When we talk about issues important to promoting continued economic growth in our state there is little doubt that our transportation infrastructure is one of our most vital components. Having well-maintained roads and bridges is extremely important for commerce, as well as for the day-to-day travel we all find necessary. But even though most Missourians would agree our system of transportation is extremely important, it has been a difficult challenge to find the money necessary to fund the needed maintenance and improvements.
Consider that just a few years ago our transportation department had approximately $1.3 billion to spend on transportation projects and that number has now dropped by more than $600 million and is set to fall by another $360 million by 2017.
The high water mark for funding was the product of a bond issuance as well as an uptick in federal funding. With those revenue sources now greatly diminished, it has become obvious that our state transportation department is on the verge of a true funding crisis. It’s a crisis that could lead to many road projects being ignored and only the most basic maintenance being performed.
Rather than divert money from other state services, my colleagues and I in the legislature opted to give voters the opportunity to decide how we should move forward with funding for transportation. The constitutional amendment we approved, and that now requires voter approval, would generate more than $530 million annually for our state’s many important transportation projects. The money would be generated by increasing the state sales tax by three quarters of a cent beginning in 2015 and would stay in effect for a period of 10 years. Of the funds produced from the tax, 90 percent would go to state projects and 10 percent would go to cities and counties for their transportation projects.
Again, the important thing to keep in mind on this issue is that you will have the opportunity to decide if paying more in sales tax is the right path to avert the funding crisis our transportation department is about to face. This proposed change to the Missouri Constitution will appear on the November ballot this year.

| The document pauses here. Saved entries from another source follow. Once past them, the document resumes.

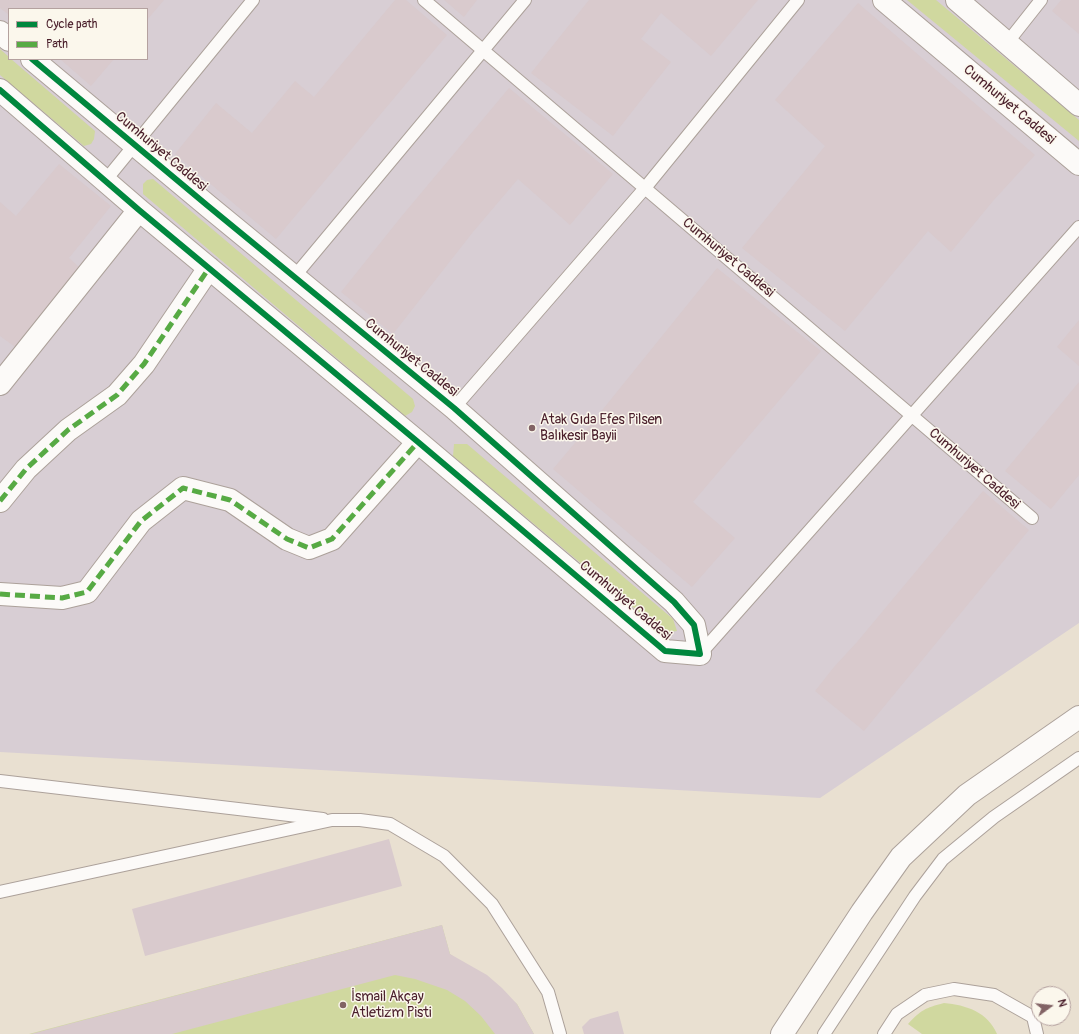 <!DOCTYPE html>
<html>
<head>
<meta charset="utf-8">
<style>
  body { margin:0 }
  #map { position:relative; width:1079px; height:1034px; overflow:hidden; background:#e9e0d1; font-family:Pangolin,sans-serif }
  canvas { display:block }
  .legend { position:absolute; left:8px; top:8px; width:140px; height:52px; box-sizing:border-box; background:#fbf7ec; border:1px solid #b4a19f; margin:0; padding:5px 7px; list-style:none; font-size:12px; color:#4a1f2b }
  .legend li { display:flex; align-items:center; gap:8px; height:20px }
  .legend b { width:20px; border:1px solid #b4a19f }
  .north { position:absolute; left:1031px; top:986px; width:40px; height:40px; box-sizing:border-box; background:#fbf7ec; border:1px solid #b4a19f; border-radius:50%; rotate:75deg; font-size:11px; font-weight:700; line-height:16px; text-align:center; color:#4a1f2b }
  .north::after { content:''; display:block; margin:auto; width:14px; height:18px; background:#826365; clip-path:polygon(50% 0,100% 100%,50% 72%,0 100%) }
</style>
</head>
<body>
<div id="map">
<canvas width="1079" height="1034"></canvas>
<ul class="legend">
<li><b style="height:5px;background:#00873e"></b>Cycle path</li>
<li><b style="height:5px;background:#57aa44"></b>Path</li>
</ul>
<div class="north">N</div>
</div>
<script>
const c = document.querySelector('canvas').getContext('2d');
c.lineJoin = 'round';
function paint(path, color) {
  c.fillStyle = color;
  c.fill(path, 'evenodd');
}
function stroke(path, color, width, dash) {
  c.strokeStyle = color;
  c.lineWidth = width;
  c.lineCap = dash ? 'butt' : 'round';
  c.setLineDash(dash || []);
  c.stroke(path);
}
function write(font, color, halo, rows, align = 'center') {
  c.font = font + ' Pangolin,sans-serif';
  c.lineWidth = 3;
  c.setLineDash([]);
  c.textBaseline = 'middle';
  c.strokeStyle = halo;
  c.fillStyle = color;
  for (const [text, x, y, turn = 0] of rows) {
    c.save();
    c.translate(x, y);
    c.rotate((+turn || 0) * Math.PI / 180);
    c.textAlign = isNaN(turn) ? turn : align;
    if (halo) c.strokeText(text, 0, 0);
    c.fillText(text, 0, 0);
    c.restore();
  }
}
paint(new Path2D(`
  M0,0H1079V623L820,798L0,752ZM9,9H147V59H9Z`), '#d8ced4');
paint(new Path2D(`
  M907,0H936L1079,120V141Z
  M0,49L9,57V59H11L95,131L94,139L91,144L84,146L0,75Z
  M153,179L413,399L415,406L412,412L405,416L143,194V184L147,180Z
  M454,444H467L673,619L677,631L664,633L453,456Z
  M442,925L450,954L517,1004L534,1034H29Z
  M944,1003C966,1005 988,1012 997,1034H922L908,1024C921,1010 925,1008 944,1003Z`), '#d0d89f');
paint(new Path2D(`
  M0,0H164L147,20V9H9V15L0,8Z
  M395,0H406L447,35L276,239L175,154L216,103L252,133L295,81L314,97Z
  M444,0H477L464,17Z
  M589,0H758L711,56L661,13L641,39L671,62L613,136L531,73Z
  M1061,0H1079V34L1052,11Z
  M858,3L1035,155L993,201L951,252L928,231L845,331L742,248L825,146L775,100Z
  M60,59H114L91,86Z
  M509,88L613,174L570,225L518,179L473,232L393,334L341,292L401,217Z
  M59,164L111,206L69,258L80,268L15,347L0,336V202L16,216Z
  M717,268L821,351L693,502L735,538L692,587L553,469L595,419Z
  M1079,320V366L1057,347Z
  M1079,382V475L1051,509L1005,471Z
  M983,491L1029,530L864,731L815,691L834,667L857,642Z
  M389,839L402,886L145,956L132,909Z
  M442,925L450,954L487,975L502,988L517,1004L534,1034H495L481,1016L465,1001L447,990L415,979L395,975L172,1034H31Z
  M618,1011L624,1034H584L582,1027L590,1019Z`), '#d9cacd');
const service = new Path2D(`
  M424,0L1032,518
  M1007,43L1041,0
  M105,181L253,0
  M294,277L525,0
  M454,408L645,188L798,0
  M700,654L1079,227
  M0,781L323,819
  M0,892L332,820H360L390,824L444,856L492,904L548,992L560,1034
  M824,1034L915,896L943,859L994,817L1079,758
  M884,1034L897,1014L925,995L954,989L994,995L1033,1017L1037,1034`);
const minor = new Path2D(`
  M884,0L1079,164
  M957,0L1079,105
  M0,32L9,40
  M0,90L139,210L418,442L665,651L700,654L694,625L674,602L454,408L208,206L32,59
  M0,384L139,210
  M0,501L26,469L68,430L117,395L144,364L209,268
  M0,594L62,598L87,592L141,521L183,488L230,500L287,539L309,548L332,539L418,442
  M782,1034L862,912L901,857L967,795L1079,717`);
stroke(service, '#aca19a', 14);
stroke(minor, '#aca19a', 24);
stroke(service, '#fcfaf8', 12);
stroke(minor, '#fcfaf8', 22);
stroke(new Path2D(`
  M0,501L26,469L68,430L117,395L144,364L209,268
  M0,594L62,598L87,592L141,521L183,488L230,500L287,539L309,548L332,539L418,442`), '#57aa44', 5, [10, 5]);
stroke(new Path2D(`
  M0,90L139,210L418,442L665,651L700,654L694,625L674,602L454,408L208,206L32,59`), '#00873e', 6);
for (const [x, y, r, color] of [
  [532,428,4,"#826365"],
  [343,1005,4,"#826365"]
]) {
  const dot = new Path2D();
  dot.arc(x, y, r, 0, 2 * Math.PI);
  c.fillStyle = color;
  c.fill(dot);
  stroke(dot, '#fbf7ec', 1.5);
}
write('14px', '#4a1f2b', '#fbf7ec', [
  ["Cumhuriyet Caddesi",1009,105,40],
  ["Cumhuriyet Caddesi",161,152,40],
  ["Cumhuriyet Caddesi",728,258,40],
  ["Cumhuriyet Caddesi",411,358,39],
  ["Cumhuriyet Caddesi",974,469,41],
  ["Cumhuriyet Caddesi",625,601,40]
]);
write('14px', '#4a1f2b', '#fbf7ec', [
  ["Atak Gıda Efes Pilsen",540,420],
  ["Balıkesir Bayii",540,436],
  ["İsmail Akçay",351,997],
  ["Atletizm Pisti",351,1013]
], 'left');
</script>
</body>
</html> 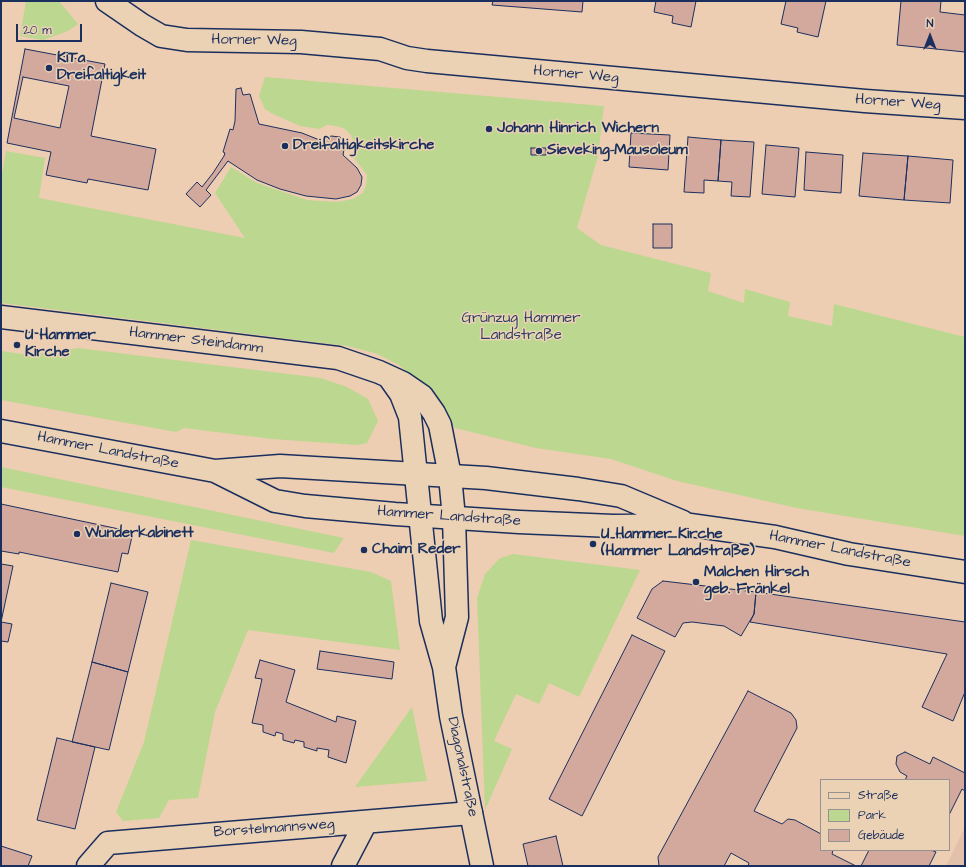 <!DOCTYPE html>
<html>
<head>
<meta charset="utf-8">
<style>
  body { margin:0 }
  #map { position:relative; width:966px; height:867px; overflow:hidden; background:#eeceb2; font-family:"Architects Daughter",sans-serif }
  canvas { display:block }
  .frame { position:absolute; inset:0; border:2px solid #1b2f5e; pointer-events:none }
  .legend { position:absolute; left:820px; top:779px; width:130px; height:72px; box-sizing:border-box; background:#ecd2b4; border:1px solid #989192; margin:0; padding:5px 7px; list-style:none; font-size:12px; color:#1b2f5e }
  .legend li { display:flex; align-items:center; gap:8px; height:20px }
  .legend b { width:20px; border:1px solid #989192 }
  .north { position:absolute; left:910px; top:16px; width:40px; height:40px; -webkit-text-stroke:3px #ecd2b4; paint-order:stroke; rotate:0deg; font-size:11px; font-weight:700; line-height:16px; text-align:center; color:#1b2f5e }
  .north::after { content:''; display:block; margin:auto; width:14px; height:18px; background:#1b2f5e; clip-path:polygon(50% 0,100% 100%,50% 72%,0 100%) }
  .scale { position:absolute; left:16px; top:24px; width:66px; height:18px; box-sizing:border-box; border:2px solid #1b2f5e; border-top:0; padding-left:5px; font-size:12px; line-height:14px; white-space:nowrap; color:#1b2f5e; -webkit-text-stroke:3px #ecd2b4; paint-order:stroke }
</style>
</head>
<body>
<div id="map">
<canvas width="966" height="867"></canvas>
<div class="frame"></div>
<ul class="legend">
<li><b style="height:5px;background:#ecd2b4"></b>Straße</li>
<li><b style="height:11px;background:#bcd78f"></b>Park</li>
<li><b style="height:11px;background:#d3a99e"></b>Gebäude</li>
</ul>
<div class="north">N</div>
<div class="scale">20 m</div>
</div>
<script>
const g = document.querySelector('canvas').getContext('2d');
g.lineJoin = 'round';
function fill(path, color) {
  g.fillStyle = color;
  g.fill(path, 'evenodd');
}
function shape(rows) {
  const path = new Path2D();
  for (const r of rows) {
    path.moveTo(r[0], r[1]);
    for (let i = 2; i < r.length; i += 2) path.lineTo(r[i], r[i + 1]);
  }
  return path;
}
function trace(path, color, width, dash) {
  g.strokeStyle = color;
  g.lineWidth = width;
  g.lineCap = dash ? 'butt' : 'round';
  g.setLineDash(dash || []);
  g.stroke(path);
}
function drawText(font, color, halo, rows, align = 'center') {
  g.font = font + ' "Architects Daughter",sans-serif';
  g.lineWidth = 3;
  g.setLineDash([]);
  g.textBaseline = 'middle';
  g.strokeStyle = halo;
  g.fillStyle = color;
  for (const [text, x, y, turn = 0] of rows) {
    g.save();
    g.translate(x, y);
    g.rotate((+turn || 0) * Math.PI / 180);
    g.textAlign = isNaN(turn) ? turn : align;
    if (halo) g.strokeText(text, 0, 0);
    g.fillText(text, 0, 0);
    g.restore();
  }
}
fill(shape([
  [965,827,965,866,946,866]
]), '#e2c0aa');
fill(shape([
  [26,1,59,1,78,24,68,31,43,40,20,36],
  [265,77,604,106,598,156,577,228,601,245,711,273,708,291,744,303,745,289,790,302,788,316,832,326,834,304,965,337,965,536,797,508,677,481,611,459,536,448,455,428,423,386,399,365,375,353,347,346,1,303,1,179,6,151,45,158,39,198,245,238,215,193,231,167,257,183,307,200,337,202,353,199,363,193,366,185,367,175,354,158,357,150,351,135,345,129,336,126,327,125,319,129,300,126,271,113,265,109,259,96],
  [78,348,321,378,347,387,368,399,378,421,367,443,357,445,272,439,184,428,176,432,1,400,1,351,29,355],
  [1,467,344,538,334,553,1,487],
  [191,540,371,572,391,581,400,650,248,630,215,712,198,798,169,800,159,818,123,821,116,812,144,742],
  [513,554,640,570,579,697,549,683,539,704,516,694,494,741,512,749,485,810,477,598,485,574,500,558],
  [412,707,427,781,355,787]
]), '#bcd78f');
const building = shape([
  [493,1,583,1,582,12,492,5,493,1],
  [656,1,696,1,691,27,672,23,673,16,654,12,656,1],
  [786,1,826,1,818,37,797,32,798,28,781,24,786,1],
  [901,1,941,1,940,12,965,15,965,52,897,45,901,1],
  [25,49,105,64,91,136,156,149,148,190,88,179,87,183,46,175,51,152,7,143,25,49],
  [23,77,69,86,60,128,14,118,23,77],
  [241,88,243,95,250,94,259,124,302,133,322,141,331,136,340,137,345,144,343,155,357,168,362,177,361,185,357,192,350,196,336,199,306,196,280,189,257,180,228,161,206,190,211,195,200,207,186,194,197,182,202,187,213,173,224,156,225,153,223,152,230,129,233,130,235,121,236,89,241,88],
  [631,133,670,135,668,170,629,167,631,133],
  [688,137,721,140,718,181,704,180,704,193,684,192,688,137],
  [721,140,754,142,750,197,731,196,732,182,718,181,721,140],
  [766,145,799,148,795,197,762,194,766,145],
  [531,148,546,148,546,155,531,155,531,148],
  [806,152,843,155,841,193,804,190,806,152],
  [863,153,908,156,904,200,859,196,863,153],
  [908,156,953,160,950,203,904,200,908,156],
  [653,224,672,224,672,248,653,248,653,224],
  [1,504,133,532,128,554,122,553,118,572,19,552,19,554,1,551,1,504],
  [1,564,13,566,1,622,1,564],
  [663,581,756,592,754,614,741,636,724,626,692,622,683,623,675,637,637,618,652,589,663,581],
  [111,583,148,592,128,672,92,662,111,583],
  [756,592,965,622,965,692,953,721,922,707,947,654,750,622,754,614,756,592],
  [1,622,12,624,8,642,1,641,1,622],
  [632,635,665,651,582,816,549,799,632,635],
  [320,651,394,662,392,679,317,669,320,651],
  [260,660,295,670,286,702,336,722,337,716,356,721,346,763,328,757,329,750,317,748,317,751,304,747,304,742,295,740,294,743,283,740,283,734,276,732,275,736,263,732,263,725,252,723,262,679,255,678,260,660],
  [92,662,128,672,109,750,72,742,92,662],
  [748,691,791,713,796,720,797,728,754,811,782,824,788,819,795,820,821,834,821,850,833,850,832,854,856,866,748,866,749,863,731,853,724,866,659,866,658,857,748,691],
  [57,738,95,747,75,829,37,820,57,738],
  [905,752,930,764,933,757,965,773,965,791,962,789,949,815,949,780,905,780,907,776,900,772,896,764,897,756,905,752],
  [556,836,563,866,528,866,523,844,556,836],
  [1,846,32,856,28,866,1,866,1,846],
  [869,850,931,850,936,852,929,866,861,866,869,850]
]);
fill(building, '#d3a99e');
trace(building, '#1b2f5e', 1);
const minor = shape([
  [107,1,142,25,161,36,187,40,301,42,380,49,407,58,427,61,865,101,965,108],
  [88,866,108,843,471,813],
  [343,866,366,822]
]);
const tertiary = shape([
  [1,317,338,358,379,372,403,383,422,396,434,413,440,425,450,476,454,518,457,617,444,667],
  [389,377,401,394,410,417,431,621,444,667,451,716,482,866]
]);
const secondary = shape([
  [1,431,215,471,280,466,486,478,578,489,621,496,683,522],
  [215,471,275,501,305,506,395,514,519,522,613,526,690,525,775,537,849,554,965,572]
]);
trace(minor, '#1b2f5e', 25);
trace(tertiary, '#1b2f5e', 25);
trace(secondary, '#1b2f5e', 25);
trace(minor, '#ecd2b4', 22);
trace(tertiary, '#ecd2b4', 22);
trace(secondary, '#ecd2b4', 22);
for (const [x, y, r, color] of [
  [49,68,4,"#1b2f5e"],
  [489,129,4,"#1b2f5e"],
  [285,146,4,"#1b2f5e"],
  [539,151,4,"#1b2f5e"],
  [17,345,4,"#1b2f5e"],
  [77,534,4,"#1b2f5e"],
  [593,544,4,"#1b2f5e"],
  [364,550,4,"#1b2f5e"],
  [696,582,4,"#1b2f5e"]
]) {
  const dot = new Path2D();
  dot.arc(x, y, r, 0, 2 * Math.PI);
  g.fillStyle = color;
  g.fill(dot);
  trace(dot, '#ecd2b4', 1.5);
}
drawText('15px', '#1b2f5e', '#ecd2b4', [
  ["Horner Weg",254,41,1],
  ["Horner Weg",576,75,5],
  ["Horner Weg",898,103,4],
  ["Hammer Steindamm",196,341,7],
  ["Hammer Landstraße",108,451,11],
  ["Hammer Landstraße",449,517,4],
  ["Hammer Landstraße",840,550,11],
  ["Diagonalstraße",462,767,78],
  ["Borstelmannsweg",274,829,-4]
]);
drawText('bold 15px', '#1b2f5e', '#ecd2b4', [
  ["KiTa",57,59],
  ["Dreifaltigkeit",57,76],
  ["Johann Hinrich Wichern",497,129],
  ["Dreifaltigkeitskirche",293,146],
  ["Sieveking-Mausoleum",547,151],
  ["U Hammer",25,336],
  ["Kirche",25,353],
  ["Wunderkabinett",85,534],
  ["U Hammer Kirche",601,535],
  ["(Hammer Landstraße)",601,552],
  ["Chaim Reder",372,550],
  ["Malchen Hirsch",704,573],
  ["geb. Fränkel",704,590]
], 'left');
drawText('15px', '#2b4063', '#ecd2b4', [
  ["Grünzug Hammer",521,319],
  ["Landstraße",521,336]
]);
</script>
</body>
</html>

It will be up to all of us to decide if this is the right option for Missouri to maintain and improve its transportation in the years to come.
• Another bill passed in the final days of the session is a strongly pro-life measure meant to protect the lives of the unborn. The bill we approved would require a woman to take additional time to consider her decision before obtaining an abortion. Currently, Missouri requires a 24-hour waiting period between the time a woman seeks her first consultation and exam from a physician and the time she returns to undergo an abortion procedure. The legislation we passed would lengthen the waiting period to 72 hours, which will give the woman additional time to consider her decision and consult with those close to her.
This is a bill I support because I believe it gives a potential mother some additional time to think about this life-altering decision and to talk to family and friends who can help provide support during what is undoubtedly a difficult and emotional time. When we engage in discussions on the floor about pro-life legislation, opponents inevitably claim it will infringe on the rights of woman. Our goal with this bill is not to reduce the potential mother’s rights, but to balance her rights with those of the unborn child. We are not denying the mother her rights, but simply asking her to give more thought before making a decision that she may later regret.
This bill is now headed to the governor’s desk for his consideration. Already he has indicated he may veto the bill. If he does, we have bipartisan super majorities in both chambers that would be likely to override his veto.
• In the final days of session we also approved a measure that would give Missourians the opportunity to approve an early voting period before each election. As we have seen voter turnout rates continue to be less than ideal, discussions have turned to ways to make it easier for people to vote. While our state does allow voters to cast absentee ballots in certain cases, such as when they will be out of town on the day of election, we do not currently have a no-excuse voting period.
If approved by voters, the proposed constitutional amendment would establish an early voting period of six days leading up to the Wednesday before the election. The period would not include Saturday or Sunday. The amendment would allow no-excuse absentee voting during that period of time, and in-person early voting would take place during the regular business hours of the local election authority.
The goal with this change is to provide voters with additional opportunities to vote but also to do it in a way that does not drive up costs for our local election authorities. Now Missouri voters will have the opportunity to decide if this is the right change for our state when they go to the ballot in November of this year.